RASHMEE ROSHAN LALL August 28, 2021

I’m intrigued by the reading list put together by The Economist on global jihadism.

There was the usual clutch of non-fiction books, such as ‘The New Threat’, by Jason Burke, on how jihadism has evolved since 9/11, and Gilles Kepel’s ‘Jihad: the trail of Political Islam’.

More interesting to me, as an assiduous reader of novels, is the recommendation of a fictional attempt to understand the appeal of jihadism.

Elnathan John’s 2016 debut novel ‘Born on a Tuesday’ is set in northern Nigeria, a region that suffers the atrocities of Boko Haram.

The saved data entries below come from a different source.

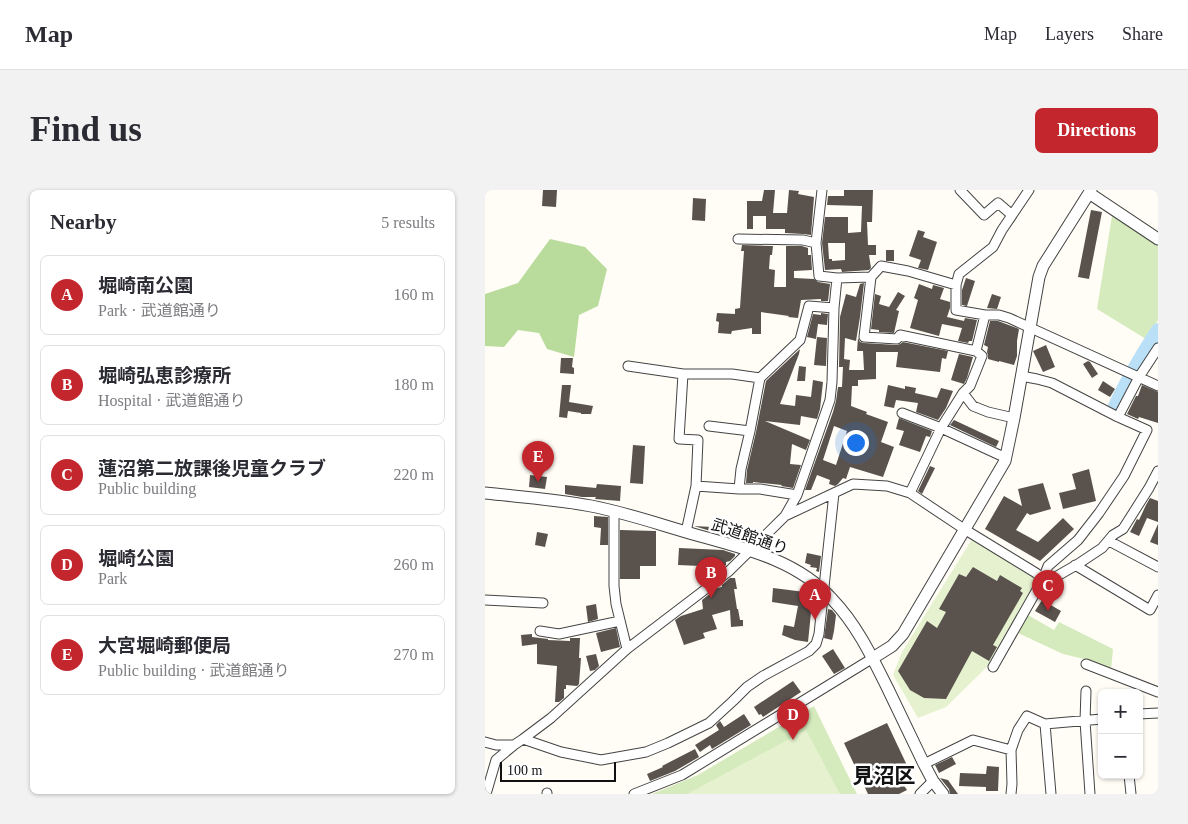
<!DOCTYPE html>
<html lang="en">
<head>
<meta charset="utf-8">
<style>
  :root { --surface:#fff; --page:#f2f2f3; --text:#2b2b33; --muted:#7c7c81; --line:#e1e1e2; --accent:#c4262e }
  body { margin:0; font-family:"Times New Roman","Noto Sans JP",serif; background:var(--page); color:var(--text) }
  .controls { position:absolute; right:15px; bottom:15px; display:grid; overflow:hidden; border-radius:8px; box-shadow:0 1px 4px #0004 }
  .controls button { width:45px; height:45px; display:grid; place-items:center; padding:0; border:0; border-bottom:1px solid var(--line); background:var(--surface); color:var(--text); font:25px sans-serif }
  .scale { position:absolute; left:15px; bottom:12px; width:116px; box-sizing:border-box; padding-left:5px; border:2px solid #111; border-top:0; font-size:14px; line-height:18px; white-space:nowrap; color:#111; -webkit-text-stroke:4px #fff; paint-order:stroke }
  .you { position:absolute; left:370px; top:252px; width:18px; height:18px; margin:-12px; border:4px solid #fff; border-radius:50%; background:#1a73e8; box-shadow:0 0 0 8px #1a73e833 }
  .badge { display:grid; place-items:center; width:32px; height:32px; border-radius:50%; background:var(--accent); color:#fff; font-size:16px; font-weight:700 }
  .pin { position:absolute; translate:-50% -41px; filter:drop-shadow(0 1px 2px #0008) }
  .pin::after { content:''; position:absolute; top:26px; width:18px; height:15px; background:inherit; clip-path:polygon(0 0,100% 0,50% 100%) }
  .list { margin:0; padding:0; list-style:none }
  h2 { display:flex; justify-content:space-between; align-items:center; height:65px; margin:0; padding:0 20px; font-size:21px }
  h2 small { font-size:16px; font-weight:400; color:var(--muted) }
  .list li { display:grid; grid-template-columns:32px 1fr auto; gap:15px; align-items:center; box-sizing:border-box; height:80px; margin:0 10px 10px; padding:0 10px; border:1px solid var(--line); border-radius:8px }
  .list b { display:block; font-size:19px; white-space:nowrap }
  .list p { margin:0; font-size:16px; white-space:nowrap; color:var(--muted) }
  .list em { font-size:16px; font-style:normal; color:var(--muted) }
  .map { position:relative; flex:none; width:673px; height:604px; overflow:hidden; border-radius:8px }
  header { display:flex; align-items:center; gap:30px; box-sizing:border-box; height:70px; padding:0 25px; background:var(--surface); border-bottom:1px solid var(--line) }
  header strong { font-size:24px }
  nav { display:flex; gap:28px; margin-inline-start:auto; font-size:18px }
  .intro { display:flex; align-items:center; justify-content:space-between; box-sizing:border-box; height:120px; padding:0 30px }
  h1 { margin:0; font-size:35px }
  .button { padding:12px 22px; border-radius:8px; background:var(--accent); color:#fff; font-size:18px; font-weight:700 }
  main { display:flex; gap:30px; padding:0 30px }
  aside { flex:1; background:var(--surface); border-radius:8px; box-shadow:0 1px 4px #0004 }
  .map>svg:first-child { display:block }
  .green { fill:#d5ebbd }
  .forest { fill:#b9dc9c }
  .pitch { fill:#e6f2cf }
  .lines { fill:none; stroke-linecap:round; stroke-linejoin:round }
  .river { stroke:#b9e0f7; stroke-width:14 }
  .building { fill:#5a524d; fill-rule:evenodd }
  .minor-casing { stroke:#444; stroke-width:11 }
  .tertiary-casing { stroke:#444; stroke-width:13 }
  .minor { stroke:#fff; stroke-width:9 }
  .tertiary { stroke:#fff; stroke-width:11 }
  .labels { text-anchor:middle; stroke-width:5; stroke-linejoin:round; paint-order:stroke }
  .street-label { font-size:16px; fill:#111; stroke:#fff }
  .district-label { font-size:21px; font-weight:bold; fill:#111; stroke:#fff }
</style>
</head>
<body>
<header>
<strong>Map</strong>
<nav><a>Map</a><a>Layers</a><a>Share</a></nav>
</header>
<div class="intro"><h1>Find us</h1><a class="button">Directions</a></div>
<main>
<aside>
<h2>Nearby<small>5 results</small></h2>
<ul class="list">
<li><span class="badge">A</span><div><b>堀崎南公園</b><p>Park · 武道館通り</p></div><em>160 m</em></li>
<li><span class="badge">B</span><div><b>堀崎弘恵診療所</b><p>Hospital · 武道館通り</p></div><em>180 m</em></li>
<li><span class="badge">C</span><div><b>蓮沼第二放課後児童クラブ</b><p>Public building</p></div><em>220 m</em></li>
<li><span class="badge">D</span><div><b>堀崎公園</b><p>Park</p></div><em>260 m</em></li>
<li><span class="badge">E</span><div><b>大宮堀崎郵便局</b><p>Public building · 武道館通り</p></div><em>270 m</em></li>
</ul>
</aside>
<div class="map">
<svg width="673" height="604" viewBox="0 0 673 604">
  <rect width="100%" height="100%" fill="#fffdf5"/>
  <path class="green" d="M627,26L673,54V130L661,149L612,119Z
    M543,425L569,440L574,432L628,459L626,480L599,469L578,464L533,443Z
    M329,516L372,604H167L213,585Z"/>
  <path class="forest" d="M65,49L100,57L122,79L113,116L94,125L89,167L62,159L54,143L33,140L19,157L0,156V104L33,93Z"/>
  <path class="pitch" d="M487,349L554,391L505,474L461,517L433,528L408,485L417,462Z
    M321,540L355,604H202Z"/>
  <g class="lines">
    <path class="river" d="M628,221C640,192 656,166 673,140"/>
  </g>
  <path class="building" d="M58,0H72L71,17L57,16Z
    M279,0H290L288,23H302L304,0L314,1L313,4L329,7L326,45L318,44L300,43V39H281V26H268V39H262V11H277Z
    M359,0H388L387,32H382L383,55H391V65H384L386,78L384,80L357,82L356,79L340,80L337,53L340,27H363V43L376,42L377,16L342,15L343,6H359ZM343,53H360V70L347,71V69H344Z
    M208,8L221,9L220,31L207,30Z
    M606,20L617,22L604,89L593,87Z
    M433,40L440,42L438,47L452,52L443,80L433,78L436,70L424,66Z
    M257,55L288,56L287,65H285L284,79L290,80L289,97H301V56H317L323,58V65H326L327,80L309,81V88L329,89L333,92L345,94L343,111H336V109L316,110L313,128L303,127L304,126L276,122V144H267V138L247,141L246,144L233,143L234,132L231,131L232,123L250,124V119L255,118L259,61H256Z
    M401,60H409V71H401Z
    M481,88L490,91L482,116L477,115V100Z
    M379,93L375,127L371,151L360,148L359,169L365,170L364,180H379L378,161H372L373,148L375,152L379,153L412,155L415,154L418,152L463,161L461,169L457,168L455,182L411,177L413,162H391V189L373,190V196H367L366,216L382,222L381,224L403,232L396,252L409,257L398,287L365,277L361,289L358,288L353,294L350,296L344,294L345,290L332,285L326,300H320L348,222L351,211L353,197H357L358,177H354L355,127L361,104L371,107L375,94ZM349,236L362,241L351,275L338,270Z
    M434,94L447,99L448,95L459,98L455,109L465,112V118L462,127L479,131L480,128L492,130L487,151H484L483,153L473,151L477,138L457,134L454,146L425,138L433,110L429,108Z
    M413,102L420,106L411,120L414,121L409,143L394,142V140L386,139L390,104L396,106L394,114L404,117Z
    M507,104L516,107L512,119L502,118Z
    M336,123L343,124L342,135L333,134L331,149L322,147L328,124L336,125Z
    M505,131H513L534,139L532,151V166L529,175L514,171V172L503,169V165L502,162L503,157L499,155Z
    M332,147L342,148L341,176L329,175Z
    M561,155L570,177L558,182L548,161Z
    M315,159L314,164L295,214L310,216L311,205L326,207L328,190L338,192L335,219L332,229L316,226L315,235L280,231L325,250L321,260L307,254L305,274L316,275L308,298L296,296L297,295L268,292V293H261L262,280L271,242L281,191Z
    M474,164L488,167L482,188L479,194L466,190Z
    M76,168H88L87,177L89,178V184L75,183Z
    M603,171L605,172L613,184L607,188L598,174Z
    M314,176L321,177L320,191H312Z
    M618,191L630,199L625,207L613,200Z
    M77,195H86L84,212L108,216L106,224H96V223L83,221L82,228L74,227Z
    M403,195L420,199V196L431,198L430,203L452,208L456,198L468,201L461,218L453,230L431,222L433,213L411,210L409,218L399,216Z
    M657,195L673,202V233L654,227L653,229L642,224L651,206H653Z
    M414,228L447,241L445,247L441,246L435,262L414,255L419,241L411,239Z
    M469,230L514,251L511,257L465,235Z
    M148,255L160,256L158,294L145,293Z
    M445,276L450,278L437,304L433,301Z
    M604,279L611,311L578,319L574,303L591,299L587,284Z
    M45,285L62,287L60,299L44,297Z
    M558,293L566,319L545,325L542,323L531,340L553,352L578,328L589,339L555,371L500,339L519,306L537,316L533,299Z
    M112,294L136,296L135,311L110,309L111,307H97L80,304V295L111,298Z
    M665,308L673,311V332L662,328L654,346L645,342L652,329L654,330L661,315Z
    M109,326L123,327V355H115L116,338L109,337Z
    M673,334V355L665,352Z
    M209,336L227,337L228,336L243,341L242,346Z
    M135,340L171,341V376H155V389H135Z
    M52,342L63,344L60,357L50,355Z
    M194,358L238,360L250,364V366L245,371L241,372V375L239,377L193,375Z
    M322,363L336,366L334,382L331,381L332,378L325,377L326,375L320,373Z
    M488,377L512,391L515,385L537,398L535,401L538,403L508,455L512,457L504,471L487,461L461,509L439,508L425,500L413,481L442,431L452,438L461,422L454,419L474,384L481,387Z
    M245,388H250L252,399H249L252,419H253L255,430H258V436L246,437L245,420L227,425L232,439L218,443L220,448L199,455L190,430L196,426L218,419L217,410L232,398L237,397V395Z
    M288,398L328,403L323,452L310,450L297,445L299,435L309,437L313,416L287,412Z
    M557,410L576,421L570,432L550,421Z
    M111,414L113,429L103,432L101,416Z
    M343,419L347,420L351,425L349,441L347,450L339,448Z
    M131,438L135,457L116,462L111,443Z
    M47,444V447L63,449V450L85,451V448H95L94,468H96L94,494L92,496L81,495V499H79V508L74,512H70L72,476L52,474V454L37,456L36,445Z
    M348,459L360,478L349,484L337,466Z
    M111,464L114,476L110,480L105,481L101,466Z
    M308,491L316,502L278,527L276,524L274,525L269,517Z
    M259,524L266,535L227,559L225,555L215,562L210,555L234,540L231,535L235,531L239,537Z
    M402,533L428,588L418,594L422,600L414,604H383L359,553Z
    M210,559L214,567L190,581L165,591L162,584L178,577L177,576Z
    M467,567L471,574L454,583L450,575Z
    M502,576L514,577L513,601H501V597L474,596L475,583L501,584Z
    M455,588L463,590L473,604H465L464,599Z"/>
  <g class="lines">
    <defs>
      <path id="minor" d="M475,0L499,25L513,13L527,25
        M544,0L517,40L508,57L474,84L471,95V120L500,125H514L524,128L673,196
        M331,53L337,0
        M386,87L379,147L412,149L415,145L491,161
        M352,88L386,87L396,76L423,81L471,95
        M143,176L198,184H247L275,188L315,150L324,116L349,118
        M198,184L194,249L213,250L211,296L201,342
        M275,188L265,241L256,279L254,299H275L312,305
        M478,203L488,216L503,222L529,228
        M417,223L456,238L521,268
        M633,227L654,187L673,158
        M224,236L265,241
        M211,296L254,299
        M425,303L456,238L478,203L485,196L497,166L491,161L500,125
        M129,322V396L131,414L142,459
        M300,326L368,294L402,296L425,303L479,339L551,383L558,389H567L593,374L617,358L628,345L638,339L664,298L673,281
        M624,351L673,377
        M590,375L665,420L673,405
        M0,410L58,413
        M55,441L74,444L135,431
        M601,474L673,502
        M508,477L558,389L563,376L593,350L614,323L639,286L662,240L633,227L567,193L552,189L536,186
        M601,501L600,531L605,604
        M654,524L673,523
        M560,534L566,604
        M38,549L76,562L116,570L161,562L183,553L224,533L248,511L262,497L278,486L324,461L331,454L334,444L349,303
        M0,552L11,555H29
        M439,574L488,550L526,560
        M644,585L646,604
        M1,604L11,570L29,555L38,549L66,528L142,459L243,382L300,326L312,305L345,210L347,192L349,118L352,88L334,86L331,53L318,50L253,49
        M62,604V603
        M149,604L197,585L388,468
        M435,604L448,591
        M526,604L527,594L526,560L533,540L542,526L560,534L617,529"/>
      <path id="tertiary" d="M604,3L673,49
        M0,303C35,307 71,309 106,316C143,323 179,336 215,346C262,359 313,371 347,409C372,435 387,467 403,499C415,524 427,549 439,574L448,591L458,604
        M388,468L407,456L418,444L520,271L529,228L554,87L558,76L606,0"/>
    </defs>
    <use href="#minor" class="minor-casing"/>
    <use href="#tertiary" class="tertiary-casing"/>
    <use href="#minor" class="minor"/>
    <use href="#tertiary" class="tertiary"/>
  </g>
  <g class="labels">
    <g class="street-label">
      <text transform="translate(265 346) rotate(19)" y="6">武道館通り</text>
    </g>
    <g class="district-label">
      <text x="399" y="593">見沼区</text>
    </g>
  </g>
</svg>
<div class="controls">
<button>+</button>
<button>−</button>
</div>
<div class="scale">100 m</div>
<div class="you"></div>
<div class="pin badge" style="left:330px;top:430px">A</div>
<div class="pin badge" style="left:226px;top:408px">B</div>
<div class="pin badge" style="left:563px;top:421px">C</div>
<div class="pin badge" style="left:308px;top:550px">D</div>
<div class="pin badge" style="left:53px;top:292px">E</div>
</div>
</main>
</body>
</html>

The protagonist Dantala, whose name translates as born on a Tuesday, attends a madrassa, lives with a gang of street boys and eventually falls under the sway of a radical preacher. From there on in, events familiar and unfamiliar start to unfold. There is a foretaste of Dantala’s personal journey in the Rumi quote with which the novel begins:

So you should taste the filtered light

and work your way toward wisdom

with no personal covering.

That’s how you came here, like a star

without a name. Move across the night sky

with those anonymous lights.

Perhaps ‘Born on a Tuesday’ may be the best pick on that reading list. For, fiction helps us understand other people’s perspectives, or, as we say in the creative writing world, other POVs (points of view).